A Comissão da Diversidade da seccional tocantinense da Ordem dos Advogados (OAB) e a Associação das Travestis e Transexuais do Tocantins (Atrato) reagiram na tarde desta quinta-feira, 23, à promulgação da Lei 2.853 de 2020. O texto do vereador Filipe Martins (PSDB) proíbe os banheiros de uso comum, os chamados ‘unissex’, em órgãos públicos do município. Ambas as entidades repudiaram a publicação da legislação.
Na contramão
Em nota publicada nas redes sociais, a Comissão da Diversidade da OAB considera que o texto resulta na “reafirmação da transfobia estrutural” e lamentou o retrocesso diante de alguns exemplos positivos conquistados. “A presente lei vai de encontro, ou melhor, na contramão, dos diplomas recentemente promulgados na nossa cidade, e.g. [por exemplo o] Decreto 1.726/ 2019, onde se garante o uso do nome social a todas as pessoas travestis e transexuais nos serviços públicos de âmbito municipal. Em ainda mais recente vitória tal regulamentação também foi decretada no âmbito estadual [Decreto 6.191 de 2020]. Desde 13 de junho de 2019 o STF [Supremo] reconheceu e declarou crime a homotransfobia no Brasil”, anotaram.

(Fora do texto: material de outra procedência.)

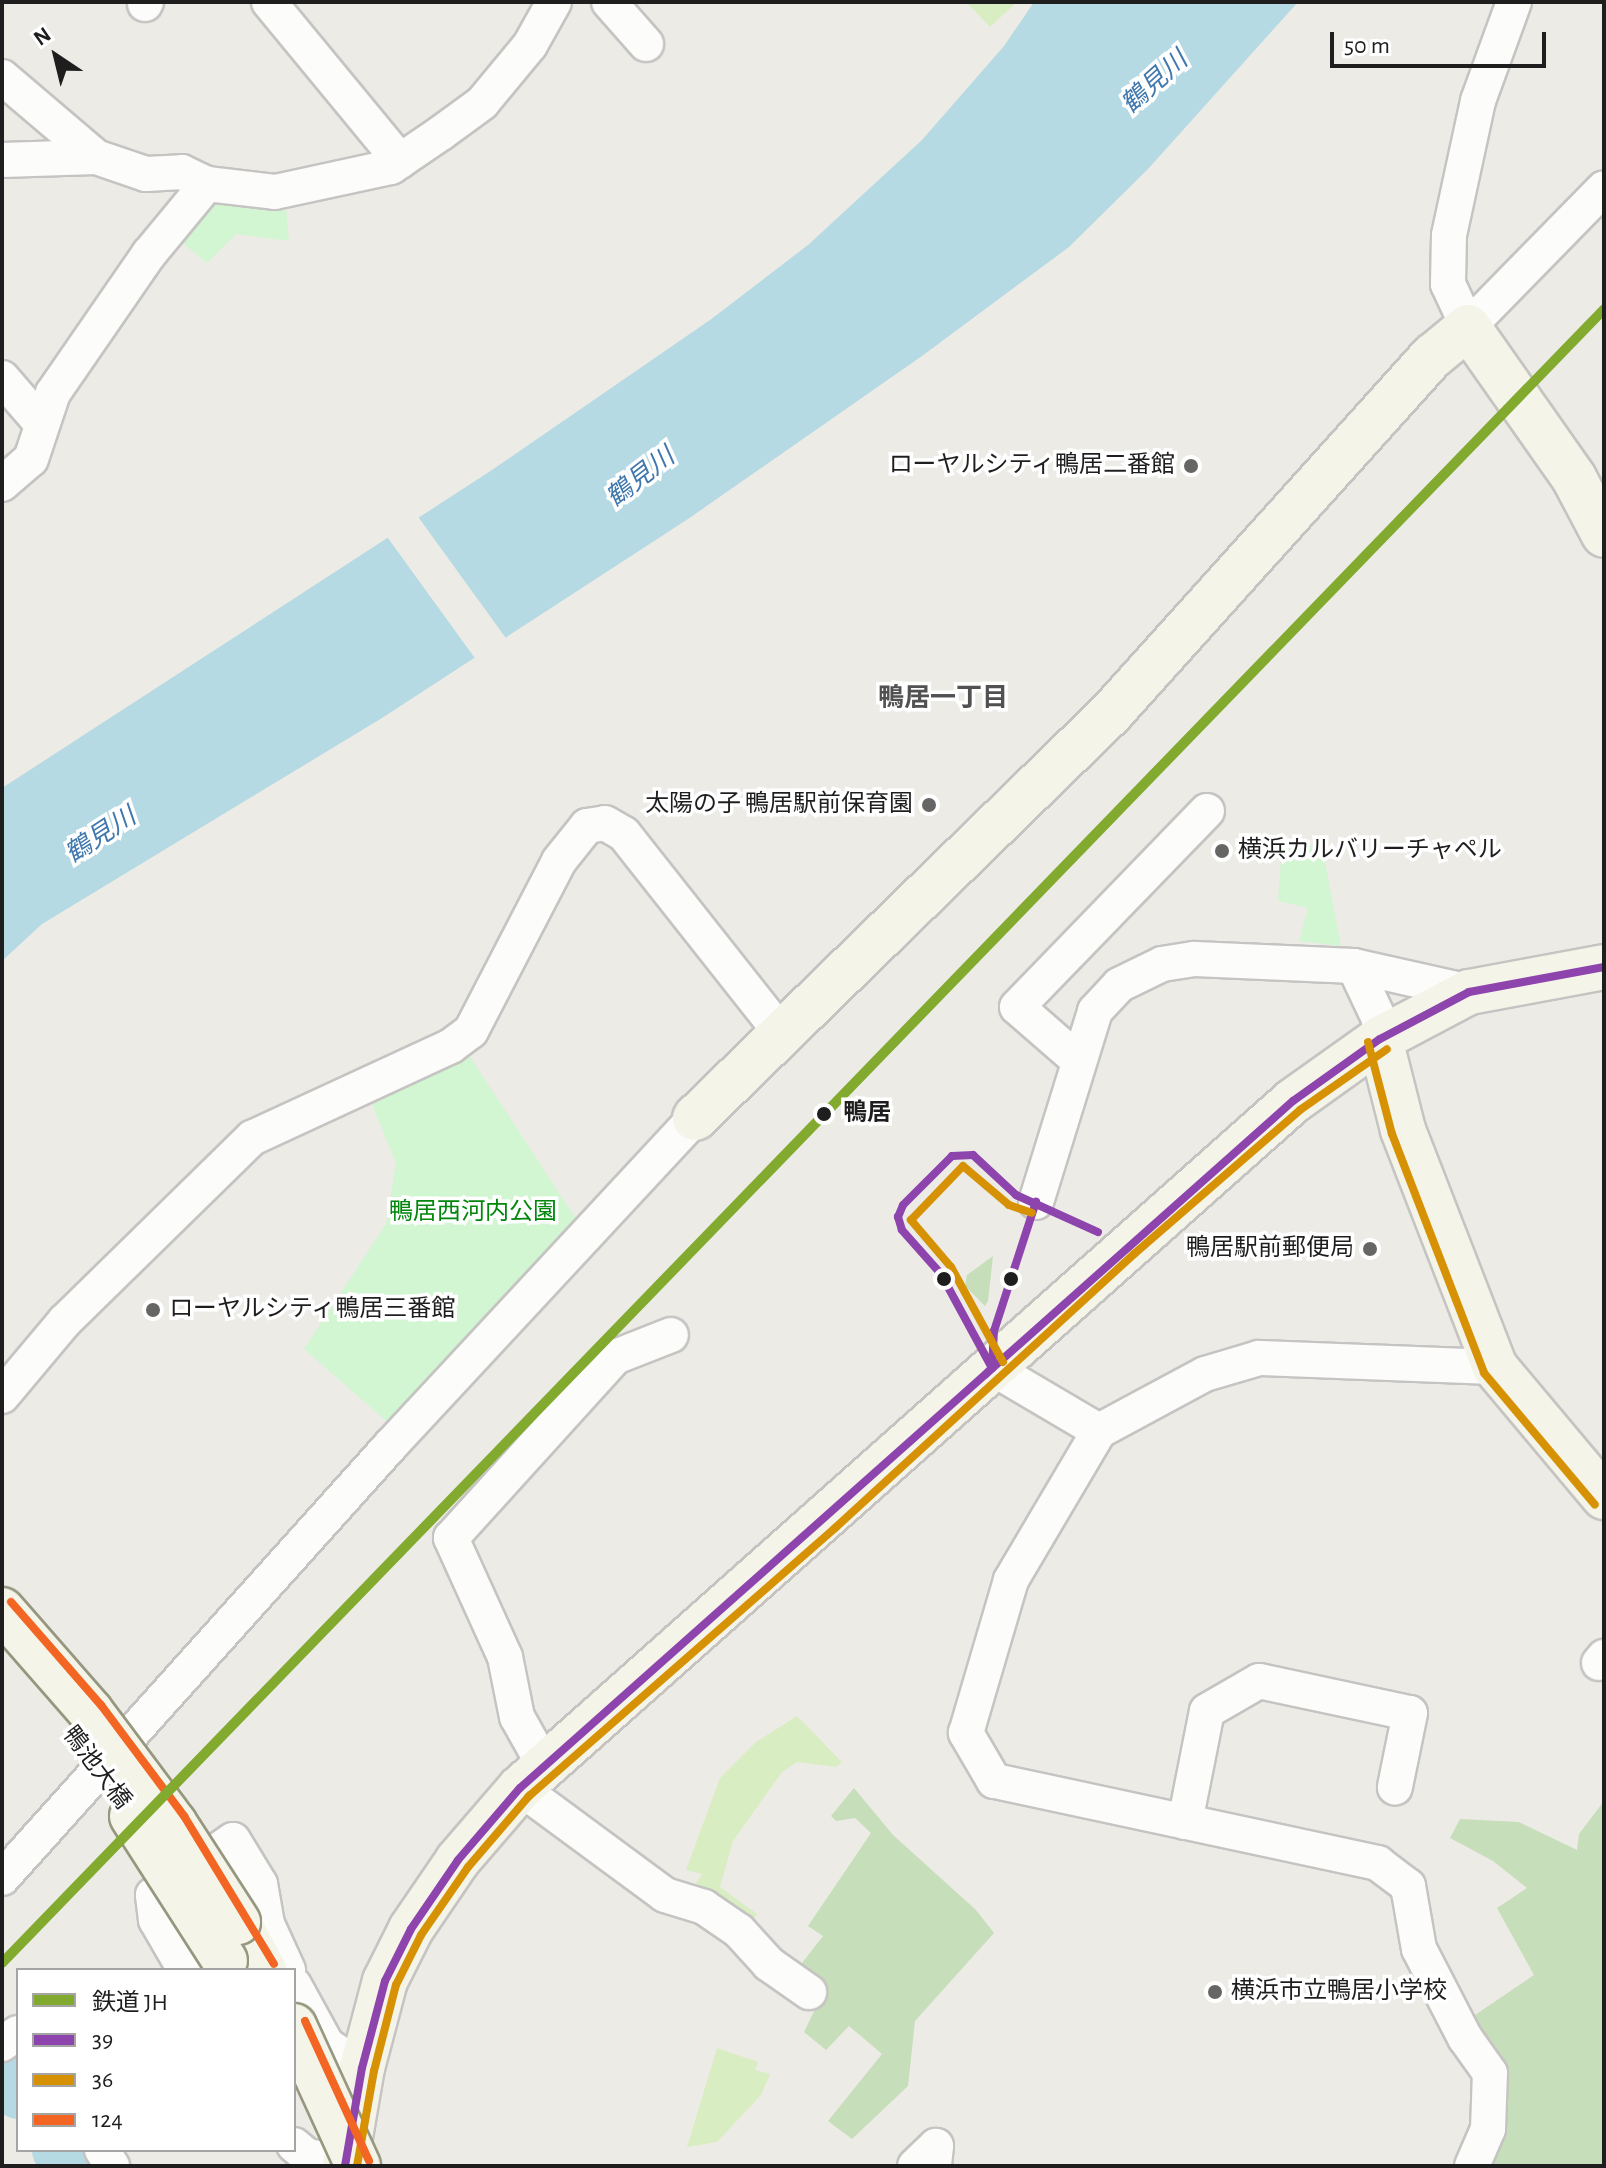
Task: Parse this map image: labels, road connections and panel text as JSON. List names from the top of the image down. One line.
{"streets":{"street":["鴨池大橋"]},"districts":["鴨居一丁目"],"water":["鶴見川"],"parks":["鴨居西河内公園"],"places":["ローヤルシティ鴨居二番館","太陽の子 鴨居駅前保育園","横浜カルバリーチャペル","鴨居","鴨居駅前郵便局","ローヤルシティ鴨居三番館","横浜市立鴨居小学校"],"lines":["rail line JH","transit line 39","transit line 36","transit line 124"],"legend":["鉄道 JH","39","36","124"],"scale_bar":"50 m","north":"top left"}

Jamais pactuará com preconceito e ódio
A comissão segue reforçando o posicionamento contrário a qualquer forma de preconceito. “Os direitos da comunidade T, a complitude social, passa pelo respeito e garantia da dignidade humana. Esta Douta Ordem jamais pactuará com o preconceito e o ódio. Em um ano tão rígido e doloroso, com mais de 180 mil mortos pela Covid-19 em todo o País, valorizar a vida e a fraternidade da sociedade nunca fora tão essencial”, antou a entidade, que prometeu sugerir a criação de banheiros de gênero neutro no âmbito da seccional.
Ameaça população LGBTQI+
Já a Atrato afirmou em nota à Coluna do CT que a proibição prevista na legislação “configura violação à proteção da dignidade humana e ao direito de liberdade sexual e de gênero”. “É insatisfatório ao movimento LGBTQI+ presenciar vereadores que ousam usar a plenária de uma Casa de Leis para ameaçar toda uma população, configurando em um dano irreparável, visto que incita a violência e o ódio contra a população LGBTQI+ como um todo, quem vem sendo cotidianamente violentada e tenta sobreviver no país que mais mata pessoas trans do mundo. E é exatamente por isso que não iremos admitir este tipo de discurso
Temor às pessoas trans
Filipe Martins utilizou como base para a proposta um caso de agressão sexual em banheiro de gênero neutro nos Estados Unidos e em um reportagem de um véiculo britânico sobre o risco destas iniciativas às mulheres. A Atrato não considera justa a argumentação. “Há quem diga que a utilização de banheiros por pessoas trans coloque em risco a segurança dos demais usuários e usuárias. Esse medo, à primeira vista concedível, não encontra substrato na realidade, nem é capaz de justificar tratamento restritivo. Isso porque não há qualquer dado concreto que ampare o temor de que pessoas trans sejam ameaças ou cometam violência contra usuários e usuárias de banheiros, o que faz juridicamente ilegítima tal restrição, pois encontram-se fundadas em meras suposições preconceituosas, desprovidas de qualquer suporte fático concreto”, comenta.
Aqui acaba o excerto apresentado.